The Governors were far a simply serving as a benign, hands-off rubber stamp in their oversight of the asylum. Instead, they actively strove to shape and guide its program. The original move of the asylumto a new, more promising setting, for example, was initiated and actively promoted as a project by Thomas Eddy, who was Vice President of the board and later its President from 1822 to 1827, and a committee of the governors, not by the medical staff. Reports of the governors' asylum subcommittee frequently express concerns about particular conditions or policies at the Bloomingdale, and there were often sharp differences of opinion between the attending physicians and the governors: Drs. MacDonald, Earle, and Nichols were all reported to have resigned as a result of such disagreements.

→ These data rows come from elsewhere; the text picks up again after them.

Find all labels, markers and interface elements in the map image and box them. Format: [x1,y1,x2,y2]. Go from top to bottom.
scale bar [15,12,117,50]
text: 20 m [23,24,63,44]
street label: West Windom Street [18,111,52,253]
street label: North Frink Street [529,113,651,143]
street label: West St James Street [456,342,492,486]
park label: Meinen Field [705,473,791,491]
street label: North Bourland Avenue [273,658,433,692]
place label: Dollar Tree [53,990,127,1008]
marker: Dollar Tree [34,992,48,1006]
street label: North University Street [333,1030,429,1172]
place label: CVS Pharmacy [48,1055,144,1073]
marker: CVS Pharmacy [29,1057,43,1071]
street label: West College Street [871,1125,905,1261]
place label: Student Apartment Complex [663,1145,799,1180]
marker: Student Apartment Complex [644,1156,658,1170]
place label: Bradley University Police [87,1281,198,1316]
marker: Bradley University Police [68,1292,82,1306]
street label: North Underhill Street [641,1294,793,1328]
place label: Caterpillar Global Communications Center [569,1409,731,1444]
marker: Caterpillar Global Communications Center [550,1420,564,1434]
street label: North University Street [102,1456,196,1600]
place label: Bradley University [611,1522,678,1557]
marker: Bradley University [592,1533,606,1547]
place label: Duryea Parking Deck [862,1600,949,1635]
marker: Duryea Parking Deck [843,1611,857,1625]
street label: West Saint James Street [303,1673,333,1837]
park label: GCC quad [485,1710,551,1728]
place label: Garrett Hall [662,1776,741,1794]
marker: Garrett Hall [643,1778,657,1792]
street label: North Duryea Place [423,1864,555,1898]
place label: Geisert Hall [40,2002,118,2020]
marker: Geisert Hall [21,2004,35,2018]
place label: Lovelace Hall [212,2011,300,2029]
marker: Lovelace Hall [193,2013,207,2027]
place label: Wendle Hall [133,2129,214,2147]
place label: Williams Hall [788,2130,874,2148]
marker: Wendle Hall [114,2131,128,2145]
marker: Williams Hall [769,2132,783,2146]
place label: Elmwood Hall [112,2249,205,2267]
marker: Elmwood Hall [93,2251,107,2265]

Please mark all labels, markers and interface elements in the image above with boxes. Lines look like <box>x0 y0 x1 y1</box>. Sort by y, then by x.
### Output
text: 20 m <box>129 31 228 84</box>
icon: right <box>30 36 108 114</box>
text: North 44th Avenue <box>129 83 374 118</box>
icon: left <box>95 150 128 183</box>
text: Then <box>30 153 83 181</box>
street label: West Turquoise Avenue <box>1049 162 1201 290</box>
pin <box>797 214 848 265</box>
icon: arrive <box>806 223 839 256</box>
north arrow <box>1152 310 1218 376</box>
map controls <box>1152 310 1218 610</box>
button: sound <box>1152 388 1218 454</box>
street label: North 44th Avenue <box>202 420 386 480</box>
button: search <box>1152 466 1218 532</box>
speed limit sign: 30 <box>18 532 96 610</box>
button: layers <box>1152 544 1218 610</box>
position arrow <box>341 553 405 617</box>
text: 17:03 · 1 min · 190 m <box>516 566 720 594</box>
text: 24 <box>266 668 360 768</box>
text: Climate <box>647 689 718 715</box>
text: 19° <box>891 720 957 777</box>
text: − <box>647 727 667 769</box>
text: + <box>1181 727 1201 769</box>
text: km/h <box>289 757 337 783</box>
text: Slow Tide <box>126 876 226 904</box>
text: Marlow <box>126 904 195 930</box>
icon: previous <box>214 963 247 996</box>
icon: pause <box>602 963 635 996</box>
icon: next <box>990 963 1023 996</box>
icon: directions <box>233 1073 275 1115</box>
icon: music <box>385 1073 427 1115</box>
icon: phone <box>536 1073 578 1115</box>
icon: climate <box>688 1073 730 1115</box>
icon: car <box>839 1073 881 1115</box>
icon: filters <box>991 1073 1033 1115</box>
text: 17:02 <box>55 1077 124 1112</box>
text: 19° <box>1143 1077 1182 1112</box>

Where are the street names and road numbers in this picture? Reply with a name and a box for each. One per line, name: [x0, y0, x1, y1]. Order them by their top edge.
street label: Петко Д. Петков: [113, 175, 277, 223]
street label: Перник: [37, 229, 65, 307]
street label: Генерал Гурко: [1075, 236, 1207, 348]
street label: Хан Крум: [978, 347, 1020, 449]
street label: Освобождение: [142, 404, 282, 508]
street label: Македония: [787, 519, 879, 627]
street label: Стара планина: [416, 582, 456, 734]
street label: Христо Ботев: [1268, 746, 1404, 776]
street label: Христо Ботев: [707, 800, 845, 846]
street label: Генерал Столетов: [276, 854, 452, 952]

They were often ready, too, to make generous gifts — the last two major additions to the Bloomingdale — the Green Pavilion and the Macy Villa — were both presents from presidents of the Board. And with few exceptions, they would rally to the defense of the asylum when it was attacked in the New York State Assembly between 1886 and 1889.
A special subcommittee of six was delegated to the task of direct oversight of the Asylum, charged, among other things, with visiting it at regular intervals to inspect its ongoing operations. The approval of one of the members of the committee was formally required for admission of a patient to the Asylum, although it does not appear that this rule was always observed. Annual rotation of at least two of the members of the Asylum in the interest of providing a broad acquaintance among all the members with this part of the hospital’s operations. Far from all of the governors participated, however. Of the 123 governors who served the hospital between 1835 and 1894, less than half (55) ever served on the committee, and of those, a much smaller group actually devoted the lion’s share of the time to the task. This may be reflected in the complaint of one disgruntled trustee, Frederick Conkling to the New York Assembly committee investigating the Asylum, to the affect that the committee tended to keep its work to itself and simply present its proposals to the larger board for rubber stamp approval. However it may have operated, it was clearly in close touch with the Board’s leadership, since one or another of its officers — secretary, treasurer, or vice president — was typically a member of the smaller group. It would be worth exploring to see if this supposed close inner circle overseeing the immediate affairs of the asylum can explain some of the seemingly contradictory coexistence of an ambitious latter-day building program (Green Hall and Macy Villa) alongside preparations for a move in the near future to another locality.